Exercise prompt.
Make an exact copy of the records, dropping all pictures.

────────────────────

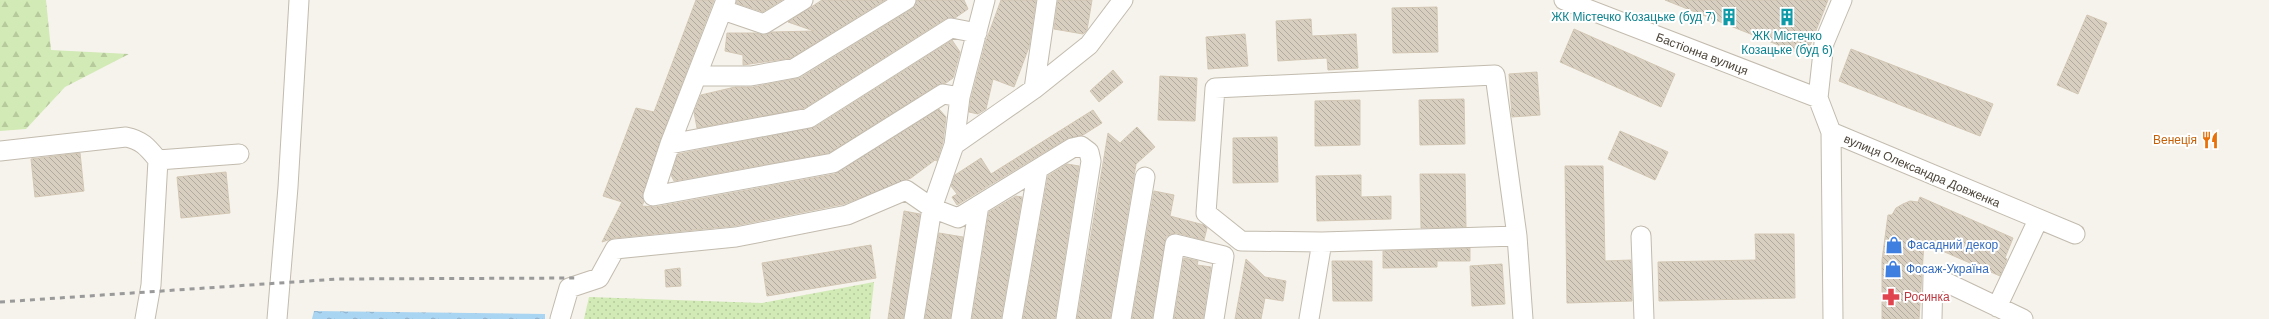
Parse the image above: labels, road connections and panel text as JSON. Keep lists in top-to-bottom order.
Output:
{
  "streets": {
    "street": ["Бастіонна вулиця", "вулиця Олександра Довженка"]
  },
  "places": {
    "building": ["ЖК Містечко Козацьке (буд 7)", "ЖК Містечко Козацьке (буд 6)"],
    "restaurant": ["Венеція"],
    "shop": ["Фасадний декор", "Фосаж-Україна"],
    "pharmacy": ["Росинка"]
  }
}
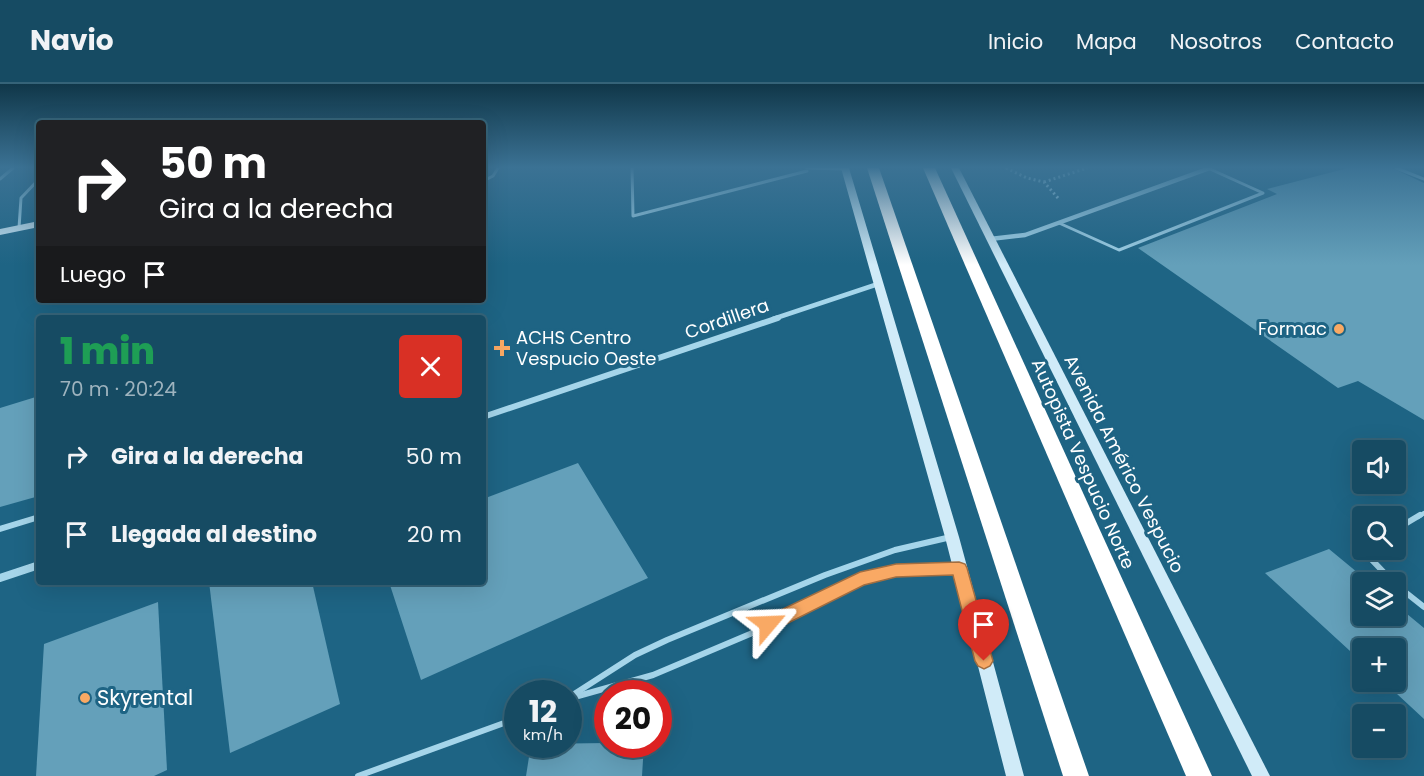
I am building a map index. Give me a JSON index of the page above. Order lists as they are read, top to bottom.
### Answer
{
  "streets": {
    "highway": ["Autopista Vespucio Norte"],
    "main road": ["Avenida Américo Vespucio"],
    "street": ["Cordillera"]
  },
  "places": {
    "other": ["Formac", "Skyrental"],
    "health": ["ACHS Centro Vespucio Oeste"]
  },
  "page": {
    "header": "Navio",
    "nav": [
      "Inicio",
      "Mapa",
      "Nosotros",
      "Contacto"
    ],
    "turn": ["50 m", "Gira a la derecha"],
    "then": "Luego",
    "heading": ["1 min", "70 m · 20:24"],
    "list": [
      {
        "name": "Gira a la derecha",
        "value": "50 m"
      },
      {
        "name": "Llegada al destino",
        "value": "20 m"
      }
    ],
    "map_buttons": ["+", "−"],
    "speed": "12 km/h",
    "limit": "20"
  }
}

────────────────────

Answer.
Parse the image above: labels, road connections and panel text as JSON. Keep lists in top-to-bottom order.
Output:
{
  "streets": {
    "street": ["Бастіонна вулиця", "вулиця Олександра Довженка"]
  },
  "places": {
    "building": ["ЖК Містечко Козацьке (буд 7)", "ЖК Містечко Козацьке (буд 6)"],
    "restaurant": ["Венеція"],
    "shop": ["Фасадний декор", "Фосаж-Україна"],
    "pharmacy": ["Росинка"]
  }
}
I am building a map index. Give me a JSON index of the page above. Order lists as they are read, top to bottom.
### Answer
{
  "streets": {
    "highway": ["Autopista Vespucio Norte"],
    "main road": ["Avenida Américo Vespucio"],
    "street": ["Cordillera"]
  },
  "places": {
    "other": ["Formac", "Skyrental"],
    "health": ["ACHS Centro Vespucio Oeste"]
  },
  "page": {
    "header": "Navio",
    "nav": [
      "Inicio",
      "Mapa",
      "Nosotros",
      "Contacto"
    ],
    "turn": ["50 m", "Gira a la derecha"],
    "then": "Luego",
    "heading": ["1 min", "70 m · 20:24"],
    "list": [
      {
        "name": "Gira a la derecha",
        "value": "50 m"
      },
      {
        "name": "Llegada al destino",
        "value": "20 m"
      }
    ],
    "map_buttons": ["+", "−"],
    "speed": "12 km/h",
    "limit": "20"
  }
}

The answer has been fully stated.